Sai bene quanto io sia schivo. Ho sempre difeso bene la mia intimità. Come si fa a nascondere la voce, quello che la voce tradisce? Evidentemente, è impossibile! Siamo di fronte a un paradosso: passiamo inosservati di fronte al mondo, grazie alla sua distrazione endemica e cronica. Ci lamentiamo, addirittura, perché nessuno ci nota. E cosa ti deve capitare! che arrivi fresca fresca - come si dice dalle parti di Tolentino - un'Amazzone gentile, che rischia di trascinarti sul suo cavallo e di portarti via! Fuor di metafora, qui non si scherza! Ci sono i sentimenti a farla da padroni. Stai fresco a dire "vita schiva"! quando meno te lo aspetti, arriva qualcuno che, senza chiedere permesso, è già installato nella tua anima. E non parlo dell'anticamera.
Sentirsi raggiunti nei recessi della casa, dove sono custoditi i simulacri di coloro che ci hanno preceduti, e magari sentirsi dire che quell'ambiente è familiare, come se in altri tempi pure qualcuno vi entrò e ricevette conforto alle più temerarie imprese, non aiuta a star bene. La fanciulla quasi mi sta dicendo che io le ho permesso di entrare: la porta era aperta. Ma non è stato Melville a dire nel suo Moby Dick che l'anima non ha finestre?

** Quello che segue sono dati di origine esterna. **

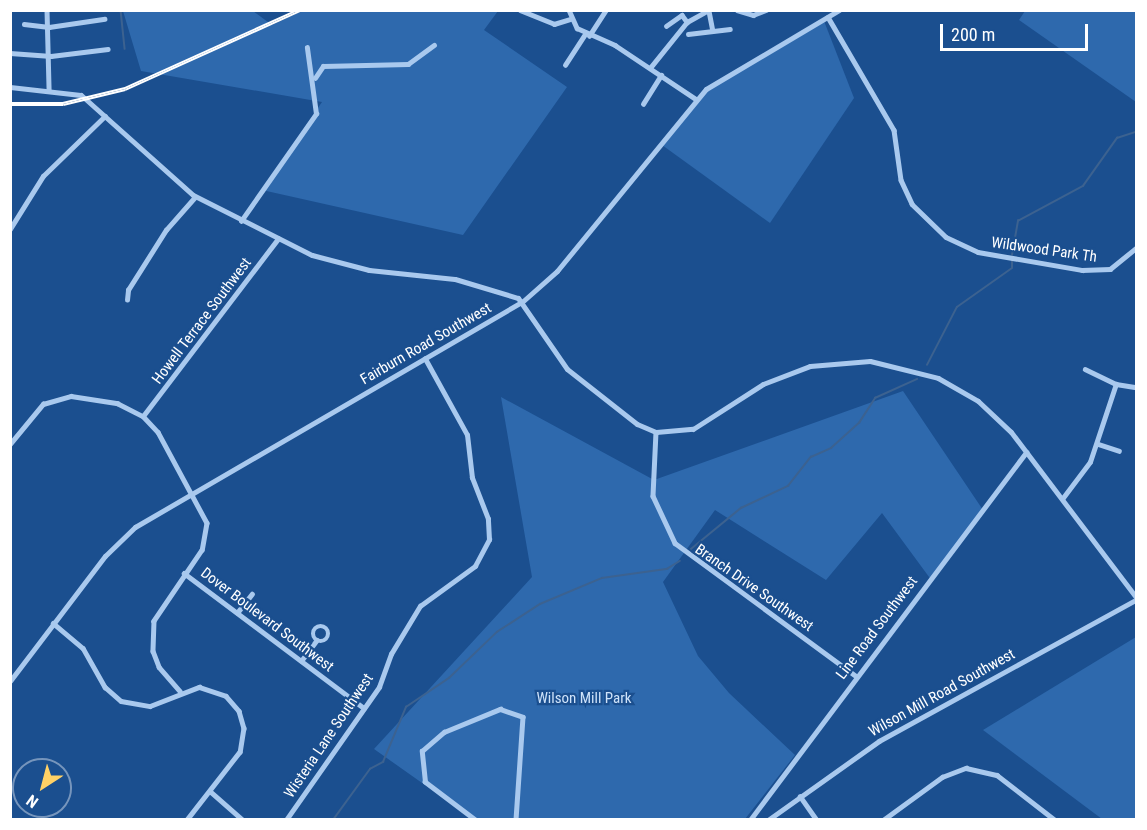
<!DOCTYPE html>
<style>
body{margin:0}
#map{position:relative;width:1147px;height:830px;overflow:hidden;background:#1b4f8f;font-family:"Roboto Condensed",sans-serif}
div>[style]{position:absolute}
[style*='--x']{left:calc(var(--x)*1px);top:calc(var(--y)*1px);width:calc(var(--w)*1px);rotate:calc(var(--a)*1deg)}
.green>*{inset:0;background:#2e69ad}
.stream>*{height:1.5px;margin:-0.75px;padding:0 0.75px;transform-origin:0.75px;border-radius:0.75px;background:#3c6290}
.minor>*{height:4.5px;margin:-2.25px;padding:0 2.25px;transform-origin:2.25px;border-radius:2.25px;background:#a9c9ee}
.minor>.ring{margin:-2.25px;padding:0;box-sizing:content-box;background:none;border:4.5px solid #a9c9ee;border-radius:50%}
.tertiary>*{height:5px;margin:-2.5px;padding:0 2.5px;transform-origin:2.5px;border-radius:2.5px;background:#a9c9ee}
.rail>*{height:4px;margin-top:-2px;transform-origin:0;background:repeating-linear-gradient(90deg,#1b4f8f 0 4.5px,#fff 0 9px);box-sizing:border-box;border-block:2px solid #fff}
span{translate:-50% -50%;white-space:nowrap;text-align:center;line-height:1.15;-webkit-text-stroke:4.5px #1b4f8f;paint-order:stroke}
.street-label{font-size:15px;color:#fff}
.park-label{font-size:15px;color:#cfe3fa}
.frame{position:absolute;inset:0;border:12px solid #fff;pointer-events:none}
.north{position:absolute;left:12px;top:758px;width:60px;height:60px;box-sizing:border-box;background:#1b4f8f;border:2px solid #7695bc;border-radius:50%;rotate:216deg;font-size:16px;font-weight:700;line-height:24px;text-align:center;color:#fff}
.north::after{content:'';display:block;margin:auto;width:21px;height:27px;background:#ffd166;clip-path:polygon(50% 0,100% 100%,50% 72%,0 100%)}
.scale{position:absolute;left:940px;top:24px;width:148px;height:27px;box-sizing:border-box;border:3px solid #fff;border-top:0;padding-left:8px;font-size:18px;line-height:21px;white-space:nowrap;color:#fff;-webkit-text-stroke:4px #1b4f8f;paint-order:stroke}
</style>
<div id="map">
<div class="green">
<i style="clip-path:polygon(123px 11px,253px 11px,272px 25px,302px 11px,498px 11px,484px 30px,567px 87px,463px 235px,262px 190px,322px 102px,141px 71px)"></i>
<i style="clip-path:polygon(1025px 11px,1136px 11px,1136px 102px,1019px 20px)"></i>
<i style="clip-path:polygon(824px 21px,854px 98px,770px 223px,662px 145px,709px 86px)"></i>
<i style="clip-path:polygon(903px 391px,983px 510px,932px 581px,882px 513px,826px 580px,715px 510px,663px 582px,698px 656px,729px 693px,795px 755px,745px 819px,473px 819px,374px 749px,532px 577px,501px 397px,654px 480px)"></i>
<i style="clip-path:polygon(1136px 637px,1136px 819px,1102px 819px,983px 730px)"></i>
</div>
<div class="stream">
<i style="--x:121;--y:10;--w:39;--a:84"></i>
<i style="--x:1012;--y:255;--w:35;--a:-80"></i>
<i style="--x:1018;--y:221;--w:74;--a:-28.3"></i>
<i style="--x:1083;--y:186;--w:59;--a:-54.7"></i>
<i style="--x:1117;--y:138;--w:20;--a:-18"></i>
<i style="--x:927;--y:365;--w:65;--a:-62.7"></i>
<i style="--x:957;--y:307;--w:67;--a:-35.3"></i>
<i style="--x:1012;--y:268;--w:8;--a:-90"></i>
<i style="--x:691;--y:549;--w:65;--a:-39.4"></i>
<i style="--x:741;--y:508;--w:52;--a:-25.1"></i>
<i style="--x:788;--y:486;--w:37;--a:-52"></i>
<i style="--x:811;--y:457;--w:22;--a:-24"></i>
<i style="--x:831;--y:448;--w:38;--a:-42"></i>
<i style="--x:859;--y:423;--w:30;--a:-57"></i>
<i style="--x:875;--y:398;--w:46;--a:-24.3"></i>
<i style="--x:333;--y:820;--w:63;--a:-54"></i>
<i style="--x:370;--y:769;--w:15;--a:-28"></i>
<i style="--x:383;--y:762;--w:60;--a:-67.3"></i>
<i style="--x:406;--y:707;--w:52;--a:-34"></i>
<i style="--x:449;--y:678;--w:66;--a:-43.8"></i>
<i style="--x:497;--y:632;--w:51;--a:-33.1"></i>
<i style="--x:540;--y:604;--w:67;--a:-22.8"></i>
<i style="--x:602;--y:578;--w:66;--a:-7.9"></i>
<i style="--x:667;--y:569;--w:15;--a:-32"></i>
</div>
<div class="minor">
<i style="--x:47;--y:10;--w:79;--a:88.5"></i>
<i style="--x:520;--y:10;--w:37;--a:22"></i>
<i style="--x:554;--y:24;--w:17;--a:-17"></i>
<i style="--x:569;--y:10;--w:20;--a:66"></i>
<i style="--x:577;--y:28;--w:42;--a:24.1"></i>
<i style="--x:615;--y:45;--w:97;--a:33.7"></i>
<i style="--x:737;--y:10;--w:17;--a:17"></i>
<i style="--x:753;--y:15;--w:14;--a:-21"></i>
<i style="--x:709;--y:11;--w:20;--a:79"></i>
<i style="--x:828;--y:17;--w:131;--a:59.7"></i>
<i style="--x:894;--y:130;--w:50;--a:82"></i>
<i style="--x:901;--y:180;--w:26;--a:65"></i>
<i style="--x:912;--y:204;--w:47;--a:44.1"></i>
<i style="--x:946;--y:237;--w:35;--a:25"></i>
<i style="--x:978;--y:252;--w:106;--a:9.8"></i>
<i style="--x:1082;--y:270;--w:28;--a:-2"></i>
<i style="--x:1110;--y:269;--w:33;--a:-39"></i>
<i style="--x:24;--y:24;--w:25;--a:7"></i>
<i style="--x:49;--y:27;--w:56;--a:-8.3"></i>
<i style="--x:666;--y:26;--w:19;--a:-35"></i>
<i style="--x:682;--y:15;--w:9;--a:54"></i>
<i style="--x:688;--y:34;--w:42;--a:-6.8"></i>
<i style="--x:589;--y:36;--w:31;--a:-57"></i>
<i style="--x:10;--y:53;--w:41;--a:4.2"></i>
<i style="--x:51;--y:56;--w:57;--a:-7"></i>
<i style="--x:565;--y:65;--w:37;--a:-57"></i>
<i style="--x:650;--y:68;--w:59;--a:-51.2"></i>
<i style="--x:687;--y:22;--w:25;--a:-29"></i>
<i style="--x:315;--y:78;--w:14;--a:-56"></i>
<i style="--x:323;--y:66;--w:85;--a:-1.3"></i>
<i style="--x:408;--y:64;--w:32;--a:-36"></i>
<i style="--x:643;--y:104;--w:34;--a:-58"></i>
<i style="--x:241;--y:221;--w:131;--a:-55"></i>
<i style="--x:316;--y:114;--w:67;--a:-97.8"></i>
<i style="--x:10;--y:229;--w:62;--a:-58.1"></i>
<i style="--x:43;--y:176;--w:86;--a:-44.1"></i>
<i style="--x:127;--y:300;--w:10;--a:-84"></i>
<i style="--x:128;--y:290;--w:71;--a:-57.7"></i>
<i style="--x:166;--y:230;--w:44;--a:-48.7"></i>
<i style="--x:1085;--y:369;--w:34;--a:26"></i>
<i style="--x:1116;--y:384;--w:20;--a:9"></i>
<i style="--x:143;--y:416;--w:223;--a:-52.7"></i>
<i style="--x:656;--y:432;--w:64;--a:92.7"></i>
<i style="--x:653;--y:496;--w:52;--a:64.9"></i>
<i style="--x:675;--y:543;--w:225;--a:36.3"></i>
<i style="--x:10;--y:444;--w:52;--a:-50.5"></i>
<i style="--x:43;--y:404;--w:29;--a:-16"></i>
<i style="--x:71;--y:396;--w:47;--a:8.7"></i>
<i style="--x:117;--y:403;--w:29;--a:27"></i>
<i style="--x:143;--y:416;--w:22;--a:47"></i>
<i style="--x:158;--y:432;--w:103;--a:61.7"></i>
<i style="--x:207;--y:523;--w:27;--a:100"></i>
<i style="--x:202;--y:550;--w:86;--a:124.1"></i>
<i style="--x:154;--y:621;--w:30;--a:92"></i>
<i style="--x:153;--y:651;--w:17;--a:69"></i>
<i style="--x:159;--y:667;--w:32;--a:49"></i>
<i style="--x:1098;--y:444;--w:22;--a:18"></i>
<i style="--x:1062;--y:499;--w:46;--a:-52.9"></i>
<i style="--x:1090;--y:462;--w:82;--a:-71.6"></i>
<i style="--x:184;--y:573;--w:225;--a:36.9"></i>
<i style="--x:237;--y:613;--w:24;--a:-52"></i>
<i style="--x:53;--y:623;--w:39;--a:40"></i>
<i style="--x:83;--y:648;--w:45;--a:60.6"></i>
<i style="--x:105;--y:687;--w:21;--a:41"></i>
<i style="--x:121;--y:701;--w:29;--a:10"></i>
<i style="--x:150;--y:706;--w:53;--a:-21.2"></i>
<i style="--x:199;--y:687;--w:28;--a:18"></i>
<i style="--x:226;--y:696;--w:20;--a:49"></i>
<i style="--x:239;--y:711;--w:18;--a:74"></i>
<i style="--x:244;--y:728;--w:24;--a:99"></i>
<i style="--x:240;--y:752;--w:86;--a:127.9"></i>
<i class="ring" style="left:313px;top:626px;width:11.5px;height:11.5px"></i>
<i style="--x:301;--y:661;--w:26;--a:-53"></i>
<i style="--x:211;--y:792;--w:43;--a:41.2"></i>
<i style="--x:800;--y:796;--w:29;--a:55"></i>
<i style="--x:286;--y:820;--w:162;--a:-55"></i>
<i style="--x:379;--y:687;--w:35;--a:-70"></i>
<i style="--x:391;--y:654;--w:56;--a:-58.9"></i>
<i style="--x:420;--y:606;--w:68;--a:-36"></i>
<i style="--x:475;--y:566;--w:30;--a:-62"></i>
<i style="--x:489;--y:540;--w:21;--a:-93"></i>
<i style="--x:488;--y:519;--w:44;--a:-111.3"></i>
<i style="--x:472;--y:478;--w:43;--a:-96.6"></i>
<i style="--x:467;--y:435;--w:87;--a:-118.9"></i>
<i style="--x:475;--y:820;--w:63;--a:-142.8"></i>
<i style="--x:425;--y:782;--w:31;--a:-96"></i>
<i style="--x:422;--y:751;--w:29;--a:-41"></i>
<i style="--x:444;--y:732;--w:61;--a:-22.3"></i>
<i style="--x:500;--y:709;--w:24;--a:19"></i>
<i style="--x:523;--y:717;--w:103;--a:93.9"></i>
<i style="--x:750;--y:820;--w:460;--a:-53.1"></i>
<i style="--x:768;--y:820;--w:136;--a:-35.4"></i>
<i style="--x:879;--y:741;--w:293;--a:-28.8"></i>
<i style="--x:883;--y:820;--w:73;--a:-36.1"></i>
<i style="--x:942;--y:777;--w:26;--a:-21"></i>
<i style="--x:966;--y:768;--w:32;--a:13"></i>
<i style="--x:997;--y:775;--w:73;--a:37.8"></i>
</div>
<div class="tertiary">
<i style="--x:10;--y:87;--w:71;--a:6.4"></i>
<i style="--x:81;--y:95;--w:150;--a:41.8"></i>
<i style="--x:193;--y:195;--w:133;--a:26.8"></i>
<i style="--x:312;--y:255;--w:59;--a:14.7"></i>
<i style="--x:369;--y:270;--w:86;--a:6"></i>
<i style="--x:455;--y:279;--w:66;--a:16.8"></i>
<i style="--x:518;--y:298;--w:86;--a:55.4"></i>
<i style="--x:567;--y:369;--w:89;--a:38.2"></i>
<i style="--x:637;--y:424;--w:21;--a:23"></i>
<i style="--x:656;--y:432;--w:37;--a:-5"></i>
<i style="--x:693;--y:429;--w:83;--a:-32.7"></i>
<i style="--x:763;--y:384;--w:50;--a:-21"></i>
<i style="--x:810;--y:366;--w:60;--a:-4.8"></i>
<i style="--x:870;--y:361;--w:70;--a:14"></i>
<i style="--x:938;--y:378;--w:46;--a:29.9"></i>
<i style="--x:978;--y:401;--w:45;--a:43.2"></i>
<i style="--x:1011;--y:432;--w:207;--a:52.9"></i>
<i style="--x:10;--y:681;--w:157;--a:-52.8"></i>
<i style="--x:105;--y:556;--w:42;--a:-44"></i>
<i style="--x:135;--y:527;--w:448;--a:-30.2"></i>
<i style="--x:522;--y:302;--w:47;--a:-41.5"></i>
<i style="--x:557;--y:271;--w:235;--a:-50.7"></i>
<i style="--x:706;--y:89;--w:155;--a:-30.7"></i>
</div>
<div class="rail">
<i style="--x:10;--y:104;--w:53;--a:0"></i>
<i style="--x:63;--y:104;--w:64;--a:-13.6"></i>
<i style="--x:125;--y:89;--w:192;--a:-24.3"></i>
</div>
<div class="street-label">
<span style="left:1044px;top:250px;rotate:8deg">Wildwood Park Th</span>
<span style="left:202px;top:321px;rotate:-53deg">Howell Terrace Southwest</span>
<span style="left:426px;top:344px;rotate:-30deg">Fairburn Road Southwest</span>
<span style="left:754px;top:588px;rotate:35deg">Branch Drive Southwest</span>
<span style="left:267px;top:620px;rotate:37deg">Dover Boulevard Southwest</span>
<span style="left:877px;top:628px;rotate:-53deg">Line Road Southwest</span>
<span style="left:942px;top:693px;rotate:-29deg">Wilson Mill Road Southwest</span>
<span style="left:329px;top:736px;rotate:-56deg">Wisteria Lane Southwest</span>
</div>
<div class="park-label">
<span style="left:584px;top:699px">Wilson Mill Park</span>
</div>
<div class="frame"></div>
<div class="north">N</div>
<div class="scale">200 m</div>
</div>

Insomma, che debbo fare? Scappo a Derry? Mi do malato? Oppure, me ne sto impassibile ad attendere, magari permettendo a quella giovane divinità di fare scempio di me, perché sotto sotto è quello che voglio? Cos'è questo che dico? Ho sempre pensato che non bisogna andare dove ci porta il cuore! dobbiamo essere noi a governare i nostri affetti e non lasciarci travolgere mai!
E' veramente così? Se in un giorno d'estate, mentre distrattamente ci accingiamo a radunare le nostre cose, dopo una performance più sentita del solito, perché meravigliarsi se l'anima, ancora beante, si apre a nuove evidenze e dice sì a una fanciulla fasciata di luce, venuta non si sa bene da dove, ma consapevole di sé e del suo potere sul cuore, sul nostro cuore, che ha colto in un momento in cui non era avvertito e compreso di sé, e si mostra per niente disposta a sostare sulla soglia del mistero, ma è già pronta a squarciare il velo che ci separa dall'incanto? Se non sappiamo bene nemmeno noi a cosa bisognerebbe dire no, perché temere un sì che ci staccherà dalle nostre eterne esitazioni e ci lascerà assaporare il nuovo che avanza e che chiama noi, solo noi?